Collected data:
%%

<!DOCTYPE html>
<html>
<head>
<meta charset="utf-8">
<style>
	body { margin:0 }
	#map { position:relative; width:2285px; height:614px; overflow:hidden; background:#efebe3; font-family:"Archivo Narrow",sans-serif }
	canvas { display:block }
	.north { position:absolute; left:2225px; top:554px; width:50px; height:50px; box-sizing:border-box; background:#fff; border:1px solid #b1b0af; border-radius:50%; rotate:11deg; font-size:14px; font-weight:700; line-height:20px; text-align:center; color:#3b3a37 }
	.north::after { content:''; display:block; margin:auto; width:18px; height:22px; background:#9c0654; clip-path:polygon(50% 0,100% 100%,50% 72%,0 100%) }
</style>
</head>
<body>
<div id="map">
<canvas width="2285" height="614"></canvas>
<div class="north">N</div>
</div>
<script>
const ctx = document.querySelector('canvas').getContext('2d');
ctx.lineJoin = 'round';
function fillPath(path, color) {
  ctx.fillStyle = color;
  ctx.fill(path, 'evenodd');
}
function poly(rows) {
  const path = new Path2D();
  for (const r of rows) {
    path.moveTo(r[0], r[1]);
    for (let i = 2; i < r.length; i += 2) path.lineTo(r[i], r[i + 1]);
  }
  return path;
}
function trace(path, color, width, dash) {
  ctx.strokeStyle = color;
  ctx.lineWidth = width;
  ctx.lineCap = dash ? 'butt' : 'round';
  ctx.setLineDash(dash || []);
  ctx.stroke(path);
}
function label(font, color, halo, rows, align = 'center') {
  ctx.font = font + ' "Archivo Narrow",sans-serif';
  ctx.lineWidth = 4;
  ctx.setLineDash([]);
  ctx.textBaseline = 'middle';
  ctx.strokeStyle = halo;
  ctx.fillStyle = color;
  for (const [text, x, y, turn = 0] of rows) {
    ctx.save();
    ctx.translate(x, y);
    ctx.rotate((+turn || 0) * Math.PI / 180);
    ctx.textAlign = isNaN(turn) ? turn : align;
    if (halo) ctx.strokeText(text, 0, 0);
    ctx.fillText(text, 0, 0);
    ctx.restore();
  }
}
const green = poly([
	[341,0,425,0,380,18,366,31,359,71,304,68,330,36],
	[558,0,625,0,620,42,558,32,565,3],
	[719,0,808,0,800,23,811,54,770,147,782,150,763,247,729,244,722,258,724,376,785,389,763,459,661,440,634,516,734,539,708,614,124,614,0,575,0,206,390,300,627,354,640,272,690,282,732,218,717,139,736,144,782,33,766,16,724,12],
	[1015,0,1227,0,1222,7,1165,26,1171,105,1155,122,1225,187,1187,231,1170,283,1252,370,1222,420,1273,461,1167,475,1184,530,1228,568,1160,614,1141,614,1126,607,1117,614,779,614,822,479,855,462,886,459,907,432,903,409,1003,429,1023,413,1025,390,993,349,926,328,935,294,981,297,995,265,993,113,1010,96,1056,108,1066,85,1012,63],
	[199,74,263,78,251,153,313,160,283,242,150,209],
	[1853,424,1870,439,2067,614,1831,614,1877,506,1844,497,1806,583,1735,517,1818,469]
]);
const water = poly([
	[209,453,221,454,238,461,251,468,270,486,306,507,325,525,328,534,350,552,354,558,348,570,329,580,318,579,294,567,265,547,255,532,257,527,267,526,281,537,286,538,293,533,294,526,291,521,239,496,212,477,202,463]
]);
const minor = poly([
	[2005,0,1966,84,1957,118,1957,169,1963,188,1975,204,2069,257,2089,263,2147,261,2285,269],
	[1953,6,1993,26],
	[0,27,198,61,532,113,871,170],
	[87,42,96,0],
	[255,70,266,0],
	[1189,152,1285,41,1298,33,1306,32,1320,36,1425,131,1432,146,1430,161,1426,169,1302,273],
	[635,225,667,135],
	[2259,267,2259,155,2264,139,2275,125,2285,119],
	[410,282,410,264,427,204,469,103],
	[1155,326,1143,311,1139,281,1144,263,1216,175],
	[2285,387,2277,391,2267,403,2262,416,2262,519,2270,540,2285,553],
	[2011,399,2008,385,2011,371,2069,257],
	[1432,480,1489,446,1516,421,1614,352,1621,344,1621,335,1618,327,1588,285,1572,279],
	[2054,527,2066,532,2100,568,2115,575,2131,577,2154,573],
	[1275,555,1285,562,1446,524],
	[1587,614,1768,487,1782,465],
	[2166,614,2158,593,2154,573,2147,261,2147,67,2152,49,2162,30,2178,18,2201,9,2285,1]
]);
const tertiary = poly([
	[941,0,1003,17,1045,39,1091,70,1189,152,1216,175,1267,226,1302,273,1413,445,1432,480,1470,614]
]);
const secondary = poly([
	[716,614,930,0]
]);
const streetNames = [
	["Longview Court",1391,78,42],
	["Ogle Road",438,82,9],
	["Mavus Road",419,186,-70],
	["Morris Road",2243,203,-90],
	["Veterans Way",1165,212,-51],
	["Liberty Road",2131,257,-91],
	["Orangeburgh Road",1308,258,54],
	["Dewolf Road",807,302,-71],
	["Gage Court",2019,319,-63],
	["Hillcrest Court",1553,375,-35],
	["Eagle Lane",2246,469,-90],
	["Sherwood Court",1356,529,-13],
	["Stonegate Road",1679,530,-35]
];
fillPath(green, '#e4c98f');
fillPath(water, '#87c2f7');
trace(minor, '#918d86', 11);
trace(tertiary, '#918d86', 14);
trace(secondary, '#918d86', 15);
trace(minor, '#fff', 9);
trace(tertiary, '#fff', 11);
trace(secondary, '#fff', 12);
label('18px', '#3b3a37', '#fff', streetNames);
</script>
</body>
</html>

%%

PROBLEM DETAILS:
Supply the count of lines in the entries that contain the word "canvas", and nothing besides.

ANSWER TO THIS TASK:
3